Application Performance Management (APM) is a big topic in IT shops across the board, and one of the hot players is Dynatrace. The company says its customer roster includes nine of the top 10 banks, nine of the top 10 retailers, and 386 of the Fortune 500. Network World Editor in Chief John Dix recently sat down with Dynatrace CEO John Van Siclen to get a sense of where APM is today, where it is going, and how the company is faring since private equity firm Thoma Bravo acquired Compuware and spun out its APM division as Dynatrace.
Where does APM stand today in terms of adoption? If you go into a large shop will they have APM support for a good portion of everything?
It’s gaining but there’s no way it’s saturated. In fact, there are more apps created per day than the top players can instrument. It’s one of those unique markets that just continues to expand. Every Global 1,000 company is doing more new apps now than they were doing five years ago.
While companies are still trying to consolidate their systems of record, there are a whole set of new apps being created, many of which are for connecting customers to those systems of records. And the new applications have different characteristics. They’re faster paced, they’re using cloud infrastructure, mobile is front and center. So they have different design points, but this is where we're seeing a huge explosion of applications.
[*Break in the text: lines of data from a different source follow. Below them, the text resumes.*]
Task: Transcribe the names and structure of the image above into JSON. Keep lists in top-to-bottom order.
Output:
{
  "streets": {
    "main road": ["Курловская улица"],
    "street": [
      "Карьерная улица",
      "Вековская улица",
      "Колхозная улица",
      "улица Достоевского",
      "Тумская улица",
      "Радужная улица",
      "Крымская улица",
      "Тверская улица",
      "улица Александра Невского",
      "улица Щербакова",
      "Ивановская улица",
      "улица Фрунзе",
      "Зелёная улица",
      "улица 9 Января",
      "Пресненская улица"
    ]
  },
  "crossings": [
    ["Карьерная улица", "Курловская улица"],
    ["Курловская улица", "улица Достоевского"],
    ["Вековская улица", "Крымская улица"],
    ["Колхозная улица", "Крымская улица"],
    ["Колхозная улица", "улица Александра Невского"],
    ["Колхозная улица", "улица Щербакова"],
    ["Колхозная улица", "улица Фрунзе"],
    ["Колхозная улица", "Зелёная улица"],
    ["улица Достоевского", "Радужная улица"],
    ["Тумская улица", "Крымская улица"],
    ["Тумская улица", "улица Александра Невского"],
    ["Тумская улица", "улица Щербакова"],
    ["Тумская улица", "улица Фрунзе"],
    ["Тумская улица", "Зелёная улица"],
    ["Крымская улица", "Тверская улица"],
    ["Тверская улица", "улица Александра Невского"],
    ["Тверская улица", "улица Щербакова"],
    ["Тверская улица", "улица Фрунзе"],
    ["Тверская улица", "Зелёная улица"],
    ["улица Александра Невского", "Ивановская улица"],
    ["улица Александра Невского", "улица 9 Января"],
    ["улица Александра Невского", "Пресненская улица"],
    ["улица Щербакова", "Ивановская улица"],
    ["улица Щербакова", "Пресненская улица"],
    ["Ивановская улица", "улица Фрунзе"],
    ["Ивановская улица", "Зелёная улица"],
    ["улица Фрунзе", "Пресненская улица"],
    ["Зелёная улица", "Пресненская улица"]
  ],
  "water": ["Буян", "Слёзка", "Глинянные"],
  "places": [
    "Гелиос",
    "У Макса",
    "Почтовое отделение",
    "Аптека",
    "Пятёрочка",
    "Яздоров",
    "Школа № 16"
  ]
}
For example, I was at an automotive insurance company and they’re thinking about how they can leverage the Uber concept. What if you put their app on your phone, turn on tracking and, depending on how you drive, where you drive, how many miles you drive, etc., they’ll adjust your insurance on sort of a micro insurance basis? So you have 100-year-old companies that are transforming the way they think about engaging with customers. When it starts to permeate older style industries, it’s quite the revolution.
What makes you folks different?
The industry has been moving beyond availability monitoring to performance monitoring because performance is a superset. People used to think availability was a superset and performance was an interesting addition, but now it’s all about performance, and increasingly performance as measured from the outside in. We’ve been one of the key drivers of this outside-in program, where it’s not about the green lights in your data center, it’s about whether the user has a smile on their face at the end of the experience. If they don’t, how do you find that out, how do you react to it, and how do you fix it quickly on a proactive basis?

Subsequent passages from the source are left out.